WORK INSTRUCTION –
Tally the lines below containing "gazetteer" and report only the total.
◇ ◇ ◇ ◇ ◇ ◇ ◇
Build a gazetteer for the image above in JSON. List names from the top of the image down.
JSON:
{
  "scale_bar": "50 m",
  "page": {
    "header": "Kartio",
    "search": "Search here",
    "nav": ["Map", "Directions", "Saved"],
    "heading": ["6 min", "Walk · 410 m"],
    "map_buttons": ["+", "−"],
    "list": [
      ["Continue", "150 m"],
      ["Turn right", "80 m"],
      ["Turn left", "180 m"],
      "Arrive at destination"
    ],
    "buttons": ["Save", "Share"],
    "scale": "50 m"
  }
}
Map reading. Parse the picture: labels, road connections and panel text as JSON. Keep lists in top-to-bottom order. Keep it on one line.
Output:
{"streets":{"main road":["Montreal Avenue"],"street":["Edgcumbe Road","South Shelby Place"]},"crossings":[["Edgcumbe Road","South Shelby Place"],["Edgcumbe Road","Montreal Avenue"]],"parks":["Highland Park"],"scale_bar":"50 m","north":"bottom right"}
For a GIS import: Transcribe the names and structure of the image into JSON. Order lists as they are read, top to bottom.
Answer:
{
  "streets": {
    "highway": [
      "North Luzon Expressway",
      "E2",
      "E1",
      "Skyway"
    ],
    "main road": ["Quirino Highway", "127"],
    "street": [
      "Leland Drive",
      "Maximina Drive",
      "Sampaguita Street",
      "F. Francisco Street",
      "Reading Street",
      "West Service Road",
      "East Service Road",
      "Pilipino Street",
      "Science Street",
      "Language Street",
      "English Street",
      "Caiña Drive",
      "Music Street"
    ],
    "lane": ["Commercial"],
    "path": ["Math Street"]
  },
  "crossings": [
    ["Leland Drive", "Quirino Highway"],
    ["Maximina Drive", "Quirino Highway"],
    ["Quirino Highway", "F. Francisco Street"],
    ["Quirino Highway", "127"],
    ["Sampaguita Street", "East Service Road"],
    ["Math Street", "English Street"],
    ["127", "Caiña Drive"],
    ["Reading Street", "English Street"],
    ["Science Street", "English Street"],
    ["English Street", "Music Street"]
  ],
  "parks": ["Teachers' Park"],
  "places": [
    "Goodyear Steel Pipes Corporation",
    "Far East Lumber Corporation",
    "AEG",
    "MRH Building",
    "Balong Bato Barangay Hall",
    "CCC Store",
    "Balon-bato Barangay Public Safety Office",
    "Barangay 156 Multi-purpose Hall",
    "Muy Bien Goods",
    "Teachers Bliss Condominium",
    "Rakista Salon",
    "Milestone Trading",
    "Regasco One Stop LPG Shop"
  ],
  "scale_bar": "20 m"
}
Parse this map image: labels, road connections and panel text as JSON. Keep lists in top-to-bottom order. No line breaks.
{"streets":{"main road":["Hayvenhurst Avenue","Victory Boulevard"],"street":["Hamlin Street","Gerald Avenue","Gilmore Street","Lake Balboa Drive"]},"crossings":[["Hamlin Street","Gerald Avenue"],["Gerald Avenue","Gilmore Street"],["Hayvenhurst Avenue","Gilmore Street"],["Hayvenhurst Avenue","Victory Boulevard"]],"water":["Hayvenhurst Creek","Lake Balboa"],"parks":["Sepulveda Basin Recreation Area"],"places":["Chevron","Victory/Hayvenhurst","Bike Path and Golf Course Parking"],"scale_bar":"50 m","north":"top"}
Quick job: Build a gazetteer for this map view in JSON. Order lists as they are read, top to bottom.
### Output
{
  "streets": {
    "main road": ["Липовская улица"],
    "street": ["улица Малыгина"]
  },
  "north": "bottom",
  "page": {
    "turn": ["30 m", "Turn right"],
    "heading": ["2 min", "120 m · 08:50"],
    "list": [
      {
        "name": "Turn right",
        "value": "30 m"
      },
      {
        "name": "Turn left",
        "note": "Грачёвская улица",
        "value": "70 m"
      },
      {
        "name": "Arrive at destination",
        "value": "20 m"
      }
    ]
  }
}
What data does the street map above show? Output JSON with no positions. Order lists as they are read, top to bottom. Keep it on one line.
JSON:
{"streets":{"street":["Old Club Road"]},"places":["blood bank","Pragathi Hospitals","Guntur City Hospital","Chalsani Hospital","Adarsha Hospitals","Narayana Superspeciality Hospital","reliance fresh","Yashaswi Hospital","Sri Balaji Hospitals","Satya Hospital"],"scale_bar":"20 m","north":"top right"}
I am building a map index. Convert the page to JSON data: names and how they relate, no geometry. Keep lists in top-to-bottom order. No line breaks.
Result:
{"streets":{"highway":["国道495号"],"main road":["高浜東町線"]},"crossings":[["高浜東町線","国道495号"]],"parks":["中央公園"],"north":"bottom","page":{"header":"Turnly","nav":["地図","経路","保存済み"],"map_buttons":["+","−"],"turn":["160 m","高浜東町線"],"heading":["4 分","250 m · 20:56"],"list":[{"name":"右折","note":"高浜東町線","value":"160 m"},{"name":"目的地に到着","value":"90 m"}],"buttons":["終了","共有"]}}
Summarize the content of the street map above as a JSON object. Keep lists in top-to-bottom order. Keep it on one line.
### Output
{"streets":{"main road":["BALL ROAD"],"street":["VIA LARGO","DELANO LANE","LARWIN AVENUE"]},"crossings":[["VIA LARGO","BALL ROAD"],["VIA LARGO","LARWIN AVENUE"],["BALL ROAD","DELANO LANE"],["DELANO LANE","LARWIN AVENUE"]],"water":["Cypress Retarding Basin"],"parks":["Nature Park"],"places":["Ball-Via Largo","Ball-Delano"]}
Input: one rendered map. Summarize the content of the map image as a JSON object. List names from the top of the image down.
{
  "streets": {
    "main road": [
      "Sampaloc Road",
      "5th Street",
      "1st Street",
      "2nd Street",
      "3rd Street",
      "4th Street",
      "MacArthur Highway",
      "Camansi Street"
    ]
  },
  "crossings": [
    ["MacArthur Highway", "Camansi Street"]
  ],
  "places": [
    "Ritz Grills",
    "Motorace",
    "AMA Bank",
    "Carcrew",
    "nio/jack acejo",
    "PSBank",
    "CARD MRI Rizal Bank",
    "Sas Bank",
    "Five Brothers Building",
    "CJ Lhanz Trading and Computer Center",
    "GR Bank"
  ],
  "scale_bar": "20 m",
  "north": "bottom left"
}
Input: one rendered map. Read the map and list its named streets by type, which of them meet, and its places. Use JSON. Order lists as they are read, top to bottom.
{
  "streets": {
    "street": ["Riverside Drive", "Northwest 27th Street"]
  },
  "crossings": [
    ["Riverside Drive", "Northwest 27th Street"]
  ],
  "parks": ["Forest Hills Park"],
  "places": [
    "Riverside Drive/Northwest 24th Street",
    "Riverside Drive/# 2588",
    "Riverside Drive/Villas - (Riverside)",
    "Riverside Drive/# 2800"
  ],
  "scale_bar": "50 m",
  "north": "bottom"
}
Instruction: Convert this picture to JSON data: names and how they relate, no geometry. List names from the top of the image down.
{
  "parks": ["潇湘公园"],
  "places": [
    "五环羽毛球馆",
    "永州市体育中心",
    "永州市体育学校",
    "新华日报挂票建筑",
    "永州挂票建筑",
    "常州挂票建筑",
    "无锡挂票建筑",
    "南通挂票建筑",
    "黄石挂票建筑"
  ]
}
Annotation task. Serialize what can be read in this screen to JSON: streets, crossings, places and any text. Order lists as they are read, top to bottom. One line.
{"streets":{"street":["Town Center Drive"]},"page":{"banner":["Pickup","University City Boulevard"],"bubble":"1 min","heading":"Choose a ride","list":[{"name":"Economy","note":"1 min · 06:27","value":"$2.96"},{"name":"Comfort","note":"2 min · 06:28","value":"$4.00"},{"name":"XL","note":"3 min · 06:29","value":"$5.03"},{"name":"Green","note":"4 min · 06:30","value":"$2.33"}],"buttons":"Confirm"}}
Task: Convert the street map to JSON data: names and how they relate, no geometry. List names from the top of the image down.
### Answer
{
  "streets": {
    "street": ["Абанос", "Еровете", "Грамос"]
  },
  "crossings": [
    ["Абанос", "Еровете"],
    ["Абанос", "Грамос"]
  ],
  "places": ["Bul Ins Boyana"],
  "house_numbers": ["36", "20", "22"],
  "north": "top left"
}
◇ ◇ ◇ ◇ ◇ ◇ ◇
RESPONSE TO THE EXERCISE –
2